M. [M], associé unique et gérant de l'Eurl [M], s'est porté caution :
- par acte du 26 avril 2013 à hauteur de 104 000 euros d'une autorisation de cession de créances professionnelle consentie par la Caisse d'épargne et de prévoyance Aquitaine Poitou Charentes à sa société à hauteur de 80 000 euros,
- par acte du 1er août 2015 à hauteur de 52 000 euros d'une autorisation consentie à sa société de découvert autorisée à durée indéterminée de 40 000 euros.
Par décision du 22 juin 2016, le tribunal de commerce de Bordeaux a ouvert une procédure de liquidation judiciaire à l'encontre de la société [M]. Cette décision a été infirmée par un arrêt de la cour d'appel de Bordeaux du 16 janvier 2017 qui a ouvert une procédure de redressement judiciaire.
Le 26 mars 2018, le tribunal de commerce de Bordeaux a arrêté un plan de redressement. Celui-ci a été résolu par décision du tribunal de commerce de Bordeaux du 4 septembre 2019 qui a ouvert une procédure de liquidation judiciaire. La Selarl Mandon a été désignée en qualité de mandataire judiciaire.
La banque a déclaré sa créance. Le liquidateur, a notifié deux certificats d'irrecouvrabilité à la Caisse d'épargne et de prévoyance Aquitaine Poitou Charentes.

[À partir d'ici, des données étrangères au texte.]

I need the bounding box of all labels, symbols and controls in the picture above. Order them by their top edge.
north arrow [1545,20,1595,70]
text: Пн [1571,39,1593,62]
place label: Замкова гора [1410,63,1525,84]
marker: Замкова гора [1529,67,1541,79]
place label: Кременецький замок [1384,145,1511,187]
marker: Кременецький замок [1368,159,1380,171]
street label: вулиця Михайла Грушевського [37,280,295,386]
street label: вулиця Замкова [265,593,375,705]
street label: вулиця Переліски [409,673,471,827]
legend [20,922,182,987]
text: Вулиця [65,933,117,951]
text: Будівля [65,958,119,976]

Par acte du 15 juillet 2020, la Caisse d'épargne et de prévoyance Aquitaine Poitou Charentes a assigné M. [M] devant le tribunal de commerce de Bordeaux aux fins d'obtenir la condamnation de ce dernier à lui régler la somme de 16 341,23 euros au titre du premier cautionnement et la somme de 27922,07 euros au titre du second.
Par jugement du 06 mai 2021, le tribunal de commerce de Bordeaux a :
- débouté Monsieur [Y] [M] de l'intégralité de ses demandes ;
- condamné Monsieur [Y] [M] à payer à la Caisse d'Epargne Aquitaine Poitou-Charentes les sommes de 16 341,23 euros au titre du compte [H] et 27 922,07 euros au titre du solde de compte courant ,augmentées des intérêts au taux légal à compter du 27/05/2020 ;
- ordonné l'anatocisme ;
- condamné Monsieur [Y] [M] à payer à la Caisse d'Epargne Aquitaine Poitou-Charentes la somme de 2 500 euros sur le fondement de l'article 700 du Code de procédure civile ;
- dit n'y avoir lieu à statuer sur la demande d'exécution provisoire ;
- condamné Monsieur [Y] [M] aux entiers dépens.

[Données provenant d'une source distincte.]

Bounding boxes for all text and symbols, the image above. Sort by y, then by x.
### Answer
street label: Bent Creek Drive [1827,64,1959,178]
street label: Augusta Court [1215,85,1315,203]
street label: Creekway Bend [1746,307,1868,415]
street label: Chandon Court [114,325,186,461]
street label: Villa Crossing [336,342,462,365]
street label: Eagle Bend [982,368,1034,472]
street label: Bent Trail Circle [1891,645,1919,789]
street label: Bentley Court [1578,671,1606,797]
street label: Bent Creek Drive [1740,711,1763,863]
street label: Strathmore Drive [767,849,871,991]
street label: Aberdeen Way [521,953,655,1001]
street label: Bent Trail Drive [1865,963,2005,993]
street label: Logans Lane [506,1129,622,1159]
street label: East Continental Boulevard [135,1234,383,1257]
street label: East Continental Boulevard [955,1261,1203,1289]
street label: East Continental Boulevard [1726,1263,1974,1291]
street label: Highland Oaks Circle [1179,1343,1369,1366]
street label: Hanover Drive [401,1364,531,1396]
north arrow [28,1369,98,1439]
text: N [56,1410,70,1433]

Monsieur [Y] [M] a interjeté appel par déclaration d'appel du 18 juin 2021 intimant la société Caisse d'épargne et de prévoyance Aquitaine Poitou Charentes
MOYENS ET PRETENTIONS
Aux termes de ses dernières conclusions notifiées par voie électronique le 14 septembre 2021, M. [M] demande à la cour de :
- Dire et juger Monsieur [Y] [M] recevable et bien fondé en son appel.
- Réformer le jugement entrepris en toutes ses dispositions.
Statuant à nouveau,
A titre principal,
- Constater la disproportion manifeste des engagements souscrits par Monsieur [Y] [M] au regard de ses biens et revenus.
- Dire et juger en conséquence que la Caisse d'épargne et de prévoyance Aquitaine Poitou Charentes est déchue du droit de réclamer paiement au titre des deux engagements de caution souscrits les 26 avril 2013 et 1er août 2015 par Monsieur [Y] [M].
- La débouter en conséquence de l'intégralité de ses demandes, fins et conclusions.
A titre subsidiaire,
- Constater que le quantum de la créance revendiquée par la Caisse d'épargne et de prévoyance Aquitaine Poitou Charentes n'est pas déterminé de sorte qu'elle échoue dans la charge de la preuve qui lui incombe.
- La débouter en conséquence de son action en paiement.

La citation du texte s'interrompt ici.